+++ INFORMATION PROVIDED

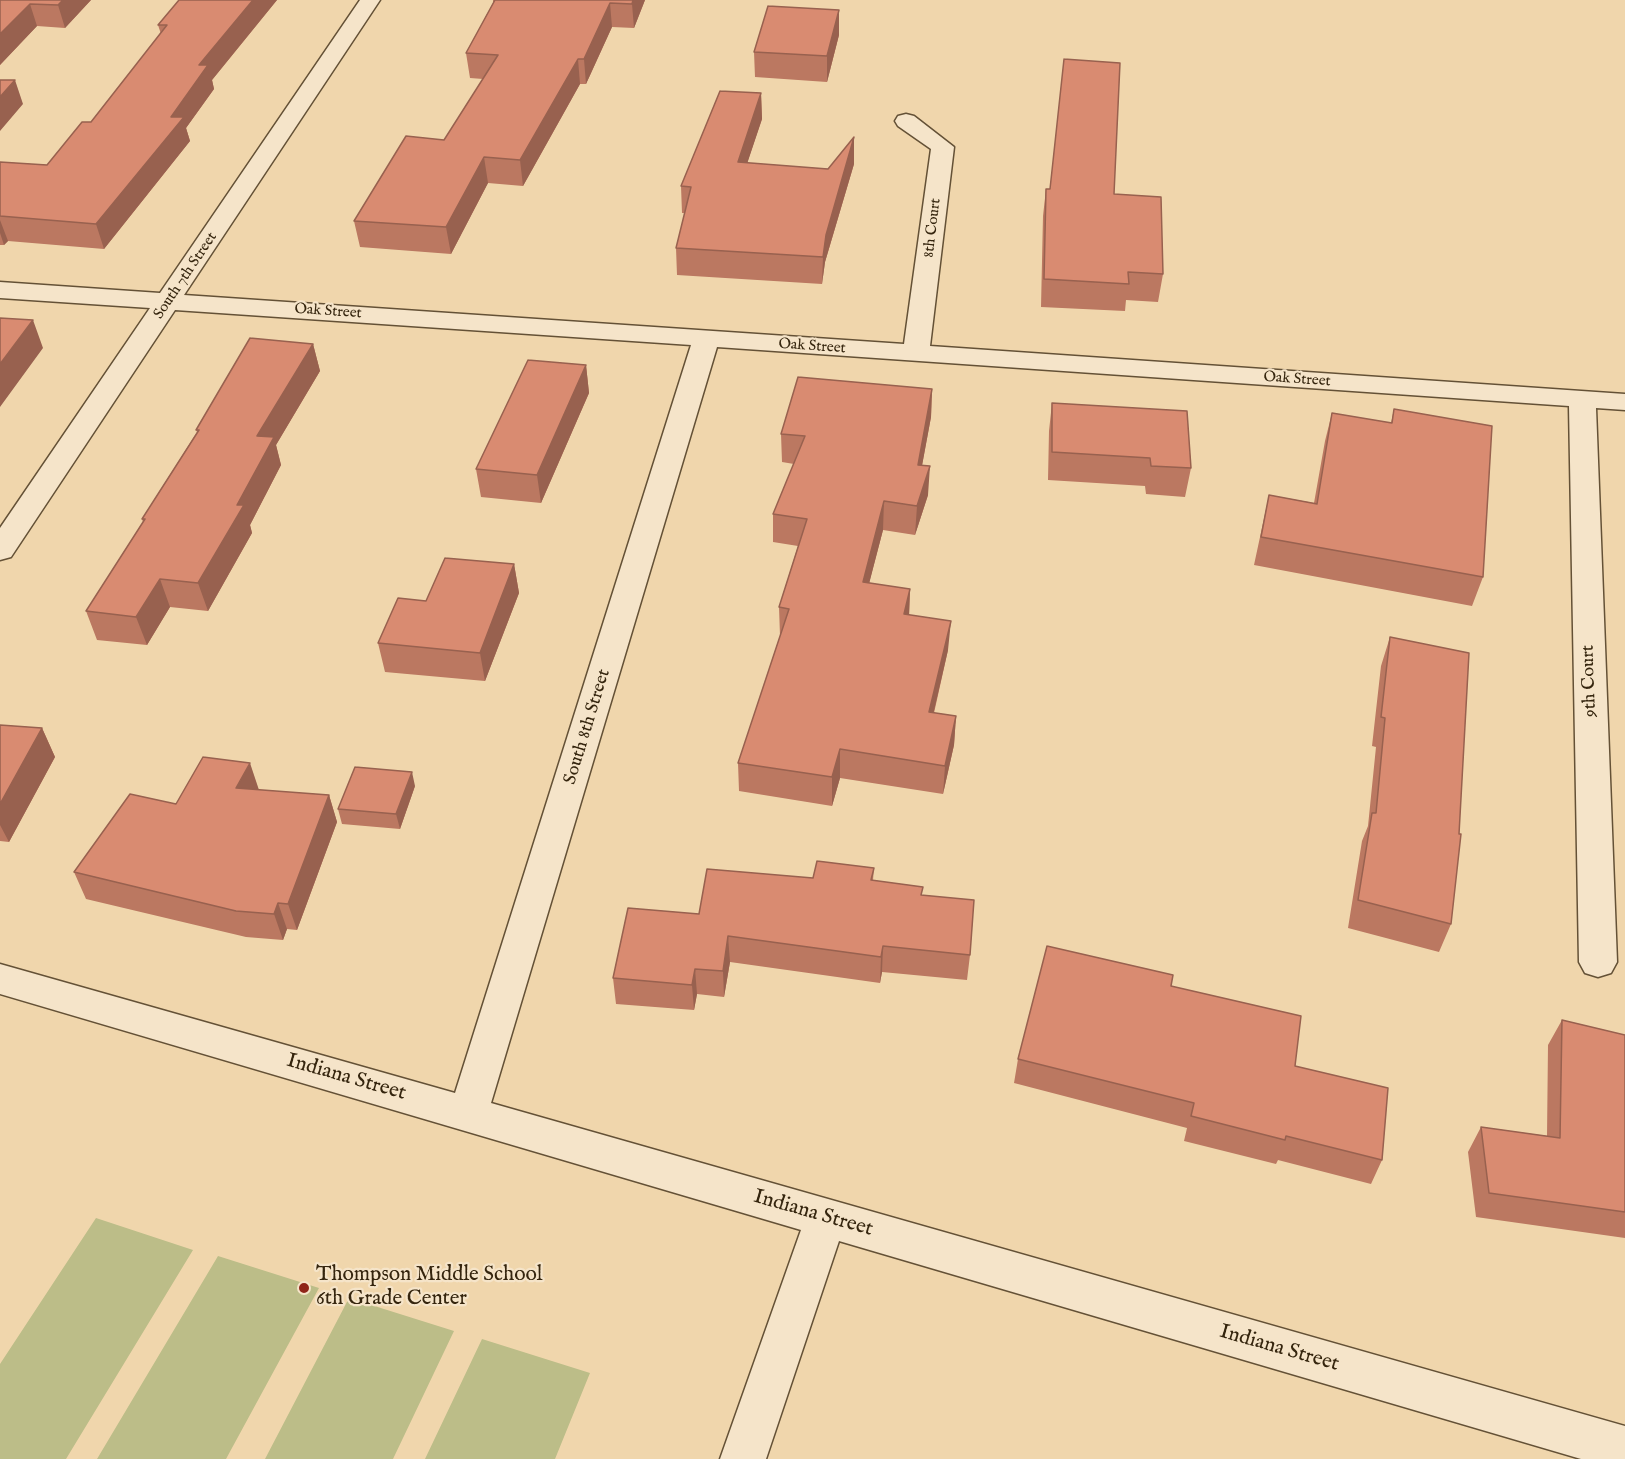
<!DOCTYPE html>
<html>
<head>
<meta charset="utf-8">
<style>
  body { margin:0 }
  canvas { display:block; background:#f0d6ac }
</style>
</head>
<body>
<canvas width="1625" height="1459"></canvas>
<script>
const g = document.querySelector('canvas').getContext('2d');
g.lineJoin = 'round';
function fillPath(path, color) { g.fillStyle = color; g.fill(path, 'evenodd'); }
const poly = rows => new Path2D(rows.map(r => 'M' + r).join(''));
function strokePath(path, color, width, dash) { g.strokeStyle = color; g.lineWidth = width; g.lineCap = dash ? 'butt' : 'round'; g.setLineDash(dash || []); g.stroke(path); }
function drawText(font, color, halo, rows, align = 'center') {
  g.font = font + ' "IM FELL English",serif'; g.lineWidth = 4.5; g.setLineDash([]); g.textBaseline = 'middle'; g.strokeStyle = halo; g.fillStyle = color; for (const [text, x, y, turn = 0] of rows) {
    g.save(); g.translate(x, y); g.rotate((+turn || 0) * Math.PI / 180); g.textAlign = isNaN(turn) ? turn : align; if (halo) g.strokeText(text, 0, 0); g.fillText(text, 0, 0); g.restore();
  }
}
fillPath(poly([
  [96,1218,193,1250,66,1459,0,1459,0,1364],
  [218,1256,319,1288,226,1459,97,1459],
  [349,1298,454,1331,393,1459,265,1459],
  [482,1339,590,1373,555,1459,425,1459]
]), '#bcbd88');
const minor = poly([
  [360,0,380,0,184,295,904,344,931,149,898,126,895,121,898,116,906,114,914,116,954,147,930,346,1625,394,1625,410,1596,408,1617,962,1611,973,1598,977,1585,973,1579,962,1569,406,717,347,491,1103,1625,1426,1625,1459,1581,1459,839,1241,766,1459,720,1459,801,1230,0,994,0,964,455,1093,691,345,175,310,11,557,0,560,0,528,150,308,0,298,0,282,160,293,360,0]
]);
strokePath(minor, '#645136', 3);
fillPath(minor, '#f5e4c9');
fillPath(poly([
  [0,0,91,0,65,28,37,26,0,65],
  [179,0,277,0,212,80,214,89,186,128,190,141,104,249,8,241,4,245,0,245,0,162,47,165,91,122,161,34,158,25],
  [493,0,645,0,634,28,612,27,586,84,580,84,523,186,488,183,451,254,360,247,354,221,444,140,483,79,470,78,466,53,493,3],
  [839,10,839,35,827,82,755,77,754,52],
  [761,93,762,119,747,163,828,169,854,164,825,262,822,284,677,275,676,248,685,213,682,213,681,186],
  [1046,189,1114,194,1163,274,1158,302,1126,300,1125,311,1041,307,1043,216],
  [313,344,320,371,276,445,281,465,250,525,252,533,208,611,170,607,147,645,97,640,86,611,143,522,142,519,197,432,196,430],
  [586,365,589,393,541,503,481,497,476,469],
  [932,389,931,417,922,465,928,495,915,535,883,530,869,583,910,589,909,615,948,650,934,713,956,716,954,745,943,794,840,778,832,806,739,791,738,763,780,636,779,607,798,546,773,542,773,514,794,464,782,462,781,434],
  [1052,403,1191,468,1185,497,1146,494,1145,486,1048,480,1049,431],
  [1394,409,1483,577,1472,606,1254,565,1269,495,1314,503,1325,441,1332,413,1391,423],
  [514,564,519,593,485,681,385,672,378,643],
  [1390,637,1451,924,1439,952,1348,928,1362,841,1368,826,1376,747,1372,746,1381,666],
  [0,725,42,728,55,757,9,842,0,841],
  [415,786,400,829,342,824,338,809],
  [259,790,329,795,337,822,297,930,287,929,283,940,246,937,86,899,74,872,176,804],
  [874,868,873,880,922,895,970,955,967,980,882,972,880,983,730,962,724,997,697,994,694,1010,616,1004,613,978,699,914,813,878],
  [1171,986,1295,1066,1382,1160,1371,1184,1278,1160,1276,1164,1184,1141,1187,1128,1014,1083,1018,1059],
  [1562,1020,1625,1035,1625,1238,1476,1217,1468,1152,1481,1127,1547,1136,1548,1045]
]), '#bb7861');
fillPath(poly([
  [63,0,91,0,65,28,58,5],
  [253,0,277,0,212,80,214,89,186,128,190,141,104,249,96,224,171,117,199,65],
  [633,0,645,0,634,28,632,4],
  [610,3,612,27,586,84,584,59],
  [30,4,37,26,0,65,0,34],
  [839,10,839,35,827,82,827,56],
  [578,59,580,84,523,186,520,160],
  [15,80,23,104,0,131,0,97],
  [761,93,762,119,739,188,738,162],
  [854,137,854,164,825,262,822,284,823,257,826,235],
  [484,157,488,183,451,254,446,227],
  [0,220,8,241,4,245,0,233],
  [33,320,43,348,0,407,0,364],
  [313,344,320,371,276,445,281,465,250,525,252,533,208,611,198,583,237,505,257,436],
  [586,365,589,393,541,503,537,475],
  [932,389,931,417,917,493,918,465],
  [930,466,928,495,915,535,917,506],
  [884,501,883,530,862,611,863,582],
  [514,564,519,593,485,681,480,653],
  [160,579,170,607,147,645,136,617],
  [910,589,909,617,904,614],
  [951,621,948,650,927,741,929,712],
  [956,716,954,745,943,794,945,766],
  [42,728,55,757,9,842,0,825,0,804],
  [840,749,840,778,832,806,832,777],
  [250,763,259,790,236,788],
  [412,772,415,786,400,829,396,814],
  [329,795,337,822,297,930,288,904],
  [278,903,287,929,283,940,274,914],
  [728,936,730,962,724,997,723,971],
  [883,946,882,972,880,983,881,957],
  [695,969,697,994,694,1010,692,985]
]), '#98614f');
const building = poly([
  [0,0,63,0,58,5,30,4,0,34,0,0],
  [179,0,253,0,199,65,208,65,171,117,184,117,96,224,0,216,0,162,47,165,82,122,91,122,167,25,158,25,179,0],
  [495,0,633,0,632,4,610,3,584,59,578,59,520,160,484,157,446,227,354,221,406,136,444,140,498,55,466,53,495,0],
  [768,6,839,10,827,56,754,52,768,6],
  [1064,59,1120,63,1114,194,1161,197,1163,274,1128,272,1129,284,1044,279,1046,189,1050,189,1064,59],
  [0,80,15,80,0,97,0,80],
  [720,91,761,93,738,162,828,169,854,137,826,235,823,257,676,248,691,187,681,186,720,91],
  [0,318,33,320,0,364,0,318],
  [250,338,313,344,257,436,274,437,237,505,244,505,198,583,160,579,136,617,86,611,145,519,142,519,199,430,196,430,250,338],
  [528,360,586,365,537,475,476,469,528,360],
  [798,377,932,389,918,465,930,466,917,506,884,501,863,582,910,589,904,614,951,621,929,712,956,716,945,766,840,749,832,777,738,763,789,609,779,607,807,519,773,514,805,436,781,434,798,377],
  [1052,403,1187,411,1191,468,1151,466,1150,458,1052,452,1052,403],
  [1394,409,1492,426,1483,577,1261,537,1269,495,1317,504,1332,413,1392,423,1394,409],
  [445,558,514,564,480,653,378,643,398,598,426,601,445,558],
  [1390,637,1469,653,1459,834,1461,834,1451,924,1358,900,1372,813,1376,813,1385,718,1381,717,1390,637],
  [0,725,42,728,0,804,0,725],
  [203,757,250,763,236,788,329,795,288,904,278,903,274,914,236,911,74,872,130,794,176,804,203,757],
  [355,767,412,772,396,814,338,809,355,767],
  [817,861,874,868,871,880,923,887,921,895,974,900,970,955,883,946,881,957,728,936,723,971,695,969,692,985,613,978,628,908,699,914,707,869,813,878,817,861],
  [1047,946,1173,975,1171,986,1301,1016,1295,1066,1388,1088,1382,1160,1286,1136,1285,1140,1191,1116,1194,1103,1018,1059,1047,946],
  [1562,1020,1625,1035,1625,1212,1489,1193,1481,1127,1560,1138,1562,1020]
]);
fillPath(building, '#d98b71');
strokePath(building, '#98614f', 1.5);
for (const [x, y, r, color] of [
  [304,1288,6,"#8f2418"]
]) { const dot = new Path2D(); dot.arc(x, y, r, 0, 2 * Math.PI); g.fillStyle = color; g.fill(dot); strokePath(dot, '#f5e4c9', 2); }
drawText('15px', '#35250e', '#f5e4c9', [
  ["8th Court",933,228,-83],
  ["South 7th Street",186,276,-56],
  ["Oak Street",328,312,4],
  ["Oak Street",812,347,4],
  ["Oak Street",1297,380,4]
]);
drawText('18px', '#35250e', '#f5e4c9', [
  ["9th Court",1590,681,-92],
  ["South 8th Street",588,727,-73]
]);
drawText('21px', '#35250e', '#f5e4c9', [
  ["Indiana Street",346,1078,16],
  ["Indiana Street",813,1214,16],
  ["Indiana Street",1279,1349,16]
]);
drawText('21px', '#35250e', '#f5e4c9', [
  ["Thompson Middle School",316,1276],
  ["6th Grade Center",316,1300]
], 'left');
</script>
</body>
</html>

++++++

Among the records above, find the lines that contain "lineWidth" and copy every one.

EXERCISE RESULT:
function strokePath(path, color, width, dash) { g.strokeStyle = color; g.lineWidth = width; g.lineCap = dash ? 'butt' : 'round'; g.setLineDash(dash || []); g.stroke(path); }
  g.font = font + ' "IM FELL English",serif'; g.lineWidth = 4.5; g.setLineDash([]); g.textBaseline = 'middle'; g.strokeStyle = halo; g.fillStyle = color; for (const [text, x, y, turn = 0] of rows) {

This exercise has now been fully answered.